DIRECTIONS FOR THIS TASK
From the entries provided below, copy each line that contains the word "canvas".
++++++++++++++++++++
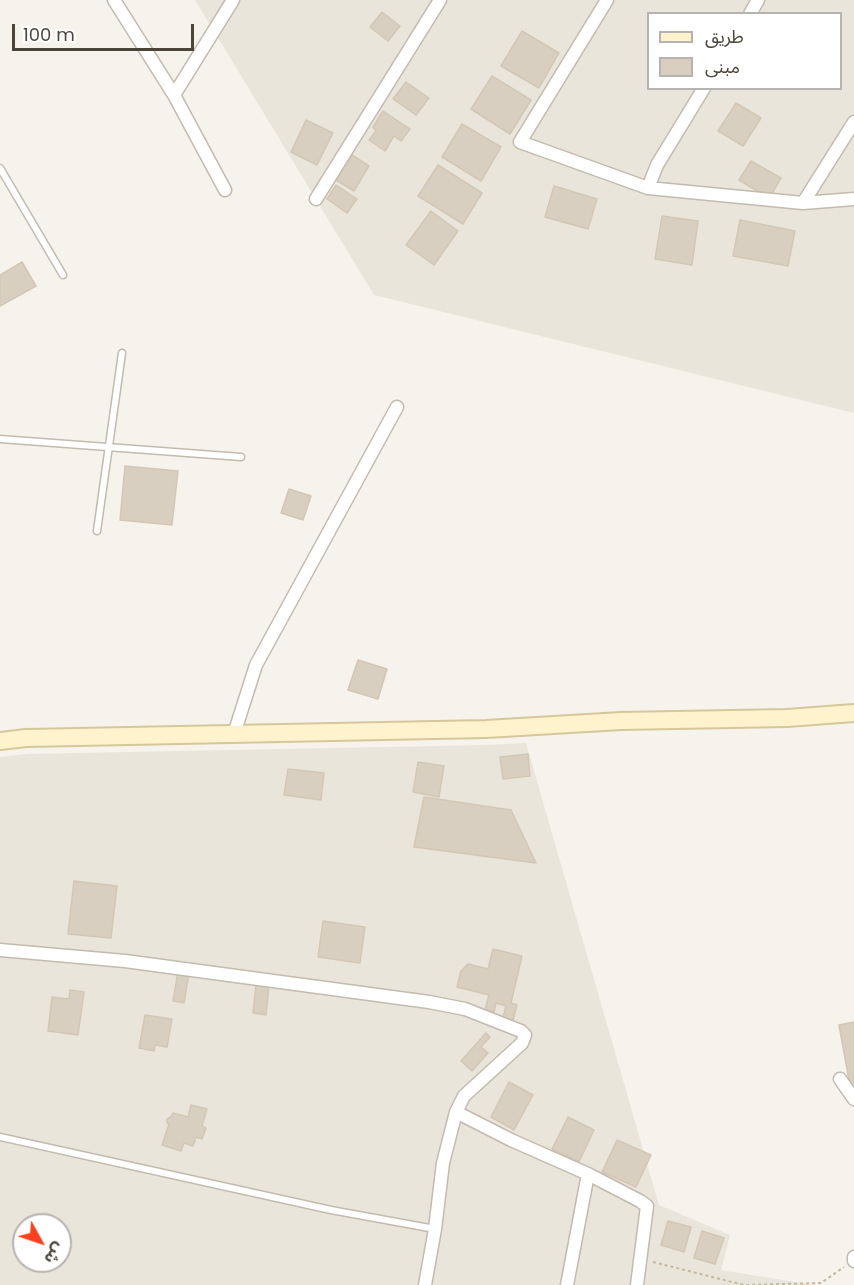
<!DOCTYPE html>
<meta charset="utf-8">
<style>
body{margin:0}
#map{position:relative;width:854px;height:1285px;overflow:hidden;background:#f6f3ec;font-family:Poppins,"Noto Sans Arabic",sans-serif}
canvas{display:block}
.legend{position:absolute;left:647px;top:12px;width:195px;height:78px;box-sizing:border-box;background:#fff;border:2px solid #b7b4b0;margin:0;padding:8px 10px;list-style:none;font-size:18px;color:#4b4439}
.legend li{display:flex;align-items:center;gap:12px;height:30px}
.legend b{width:30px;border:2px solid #b7b4b0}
.north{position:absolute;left:12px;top:1213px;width:60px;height:60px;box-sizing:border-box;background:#fff;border:2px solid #b7b4b0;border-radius:50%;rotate:130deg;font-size:16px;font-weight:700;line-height:24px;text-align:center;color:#4b4439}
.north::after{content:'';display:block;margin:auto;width:21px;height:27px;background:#fc3f1d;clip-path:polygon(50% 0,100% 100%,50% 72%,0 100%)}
.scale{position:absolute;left:12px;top:24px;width:182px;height:27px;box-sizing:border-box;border:3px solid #4b4439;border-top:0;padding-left:8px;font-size:18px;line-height:21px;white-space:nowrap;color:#4b4439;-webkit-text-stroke:4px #fff;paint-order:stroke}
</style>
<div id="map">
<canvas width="854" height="1285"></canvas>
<ul class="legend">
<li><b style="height:8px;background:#fff3cd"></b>طريق</li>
<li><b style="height:16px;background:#d8cfc1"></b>مبنى</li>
</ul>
<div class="north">ش</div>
<div class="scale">100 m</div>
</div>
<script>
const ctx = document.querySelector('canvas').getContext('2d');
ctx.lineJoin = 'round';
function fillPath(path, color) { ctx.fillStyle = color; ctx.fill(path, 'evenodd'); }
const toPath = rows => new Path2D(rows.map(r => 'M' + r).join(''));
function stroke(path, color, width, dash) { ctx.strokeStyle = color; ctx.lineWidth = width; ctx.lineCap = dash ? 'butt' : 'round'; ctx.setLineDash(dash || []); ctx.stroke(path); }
fillPath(toPath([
 [195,0,854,0,854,413,374,295],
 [648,14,840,14,840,88,648,88],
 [526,743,659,1205,730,1235,721,1270,813,1285,0,1285,0,757,27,754,487,745],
 [24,1225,60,1225,60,1261,24,1261]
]), '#eae5da');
const building = toPath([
 [382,12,400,26,388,41,370,27,382,12],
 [522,31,559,53,539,88,501,66,522,31],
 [492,76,531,100,510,134,471,109,492,76],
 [406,82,429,98,416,115,393,99,406,82],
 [736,103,761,118,743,146,718,131,736,103],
 [383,111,410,129,401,141,394,136,385,151,369,140,376,131,373,127,383,111],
 [306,120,333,133,317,165,291,152,306,120],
 [462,124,501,147,481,181,442,157,462,124],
 [352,155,369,166,354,191,336,180,352,155],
 [751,161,781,178,769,198,739,180,751,161],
 [438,165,482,193,463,224,418,196,438,165],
 [336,185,357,199,347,213,327,199,336,185],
 [554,186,597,199,588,229,545,217,554,186],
 [431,211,458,231,434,265,406,245,431,211],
 [662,216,698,221,692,265,655,259,662,216],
 [740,220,795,231,788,266,733,256,740,220],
 [22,262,36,286,0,306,0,275,22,262],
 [125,466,178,471,172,525,120,520,125,466],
 [289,489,311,496,303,520,281,513,289,489],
 [358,660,387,669,378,699,348,690,358,660],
 [528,754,530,776,503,779,500,757,528,754],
 [418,762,444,766,439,797,413,792,418,762],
 [288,769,324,773,321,800,284,795,288,769],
 [424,797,511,810,536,863,414,847,424,797],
 [74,881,117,886,111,938,68,934,74,881],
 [323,921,365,927,360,963,318,957,323,921],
 [493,949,522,956,511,1003,517,1005,513,1020,503,1017,506,1006,496,1003,494,1012,485,1010,489,995,457,987,461,971,468,964,488,969,493,949],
 [178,971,189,973,184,1003,173,1001,178,971],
 [256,985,269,986,266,1015,253,1013,256,985],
 [70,990,84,992,78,1035,48,1031,52,997,69,999,70,990],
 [145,1015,172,1019,167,1047,155,1045,154,1051,139,1048,145,1015],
 [854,1022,854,1090,851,1091,839,1025,854,1022],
 [486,1033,490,1037,481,1047,488,1053,472,1071,461,1061,486,1033],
 [509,1082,533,1095,514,1130,491,1117,509,1082],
 [191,1105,207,1109,202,1126,206,1128,202,1139,196,1137,193,1146,184,1143,181,1151,162,1145,169,1124,167,1123,167,1119,171,1117,173,1113,188,1117,191,1105],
 [568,1117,594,1130,579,1162,552,1149,568,1117],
 [617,1140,651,1155,636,1187,602,1172,617,1140],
 [668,1221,691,1227,684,1252,661,1245,668,1221],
 [702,1231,724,1238,715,1264,694,1258,702,1231]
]);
fillPath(building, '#d8cfc1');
stroke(building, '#d3c7b4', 1.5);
const lane = toPath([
 [0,168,63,275],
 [0,439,241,457],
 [97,531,122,353],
 [0,1137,331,1210,435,1229]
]);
const street = toPath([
 [114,0,174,95,225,190],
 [607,0,520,142,648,188,803,203,854,199],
 [750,14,758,0],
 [174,95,233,0],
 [648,188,657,165,704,88],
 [316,199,440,0],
 [803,203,854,122],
 [234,734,256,665,397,407],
 [0,950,125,961,429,1002,465,1009,521,1031,525,1035,522,1043,464,1096,456,1112,443,1163,435,1229,425,1285],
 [840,1079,854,1099],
 [456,1112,511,1140,588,1174,640,1201,647,1206,637,1285],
 [854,1257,854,1261],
 [567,1285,588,1174]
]);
const secondary = toPath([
 [0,741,26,738,486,729,621,721,787,718,854,713]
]);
stroke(lane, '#c2bbae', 9);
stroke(street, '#c2bbae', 15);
stroke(secondary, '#d6c79b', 20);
stroke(toPath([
 [653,1262,744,1285,821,1283,844,1267]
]), '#c4b79f', 2, [3, 3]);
stroke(lane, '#fff', 6);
stroke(street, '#fff', 12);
stroke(secondary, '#fff3cd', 16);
</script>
++++++++++++++++++++
SOLUTION TO THIS EXERCISE
canvas{display:block}
<canvas width="854" height="1285"></canvas>
const ctx = document.querySelector('canvas').getContext('2d');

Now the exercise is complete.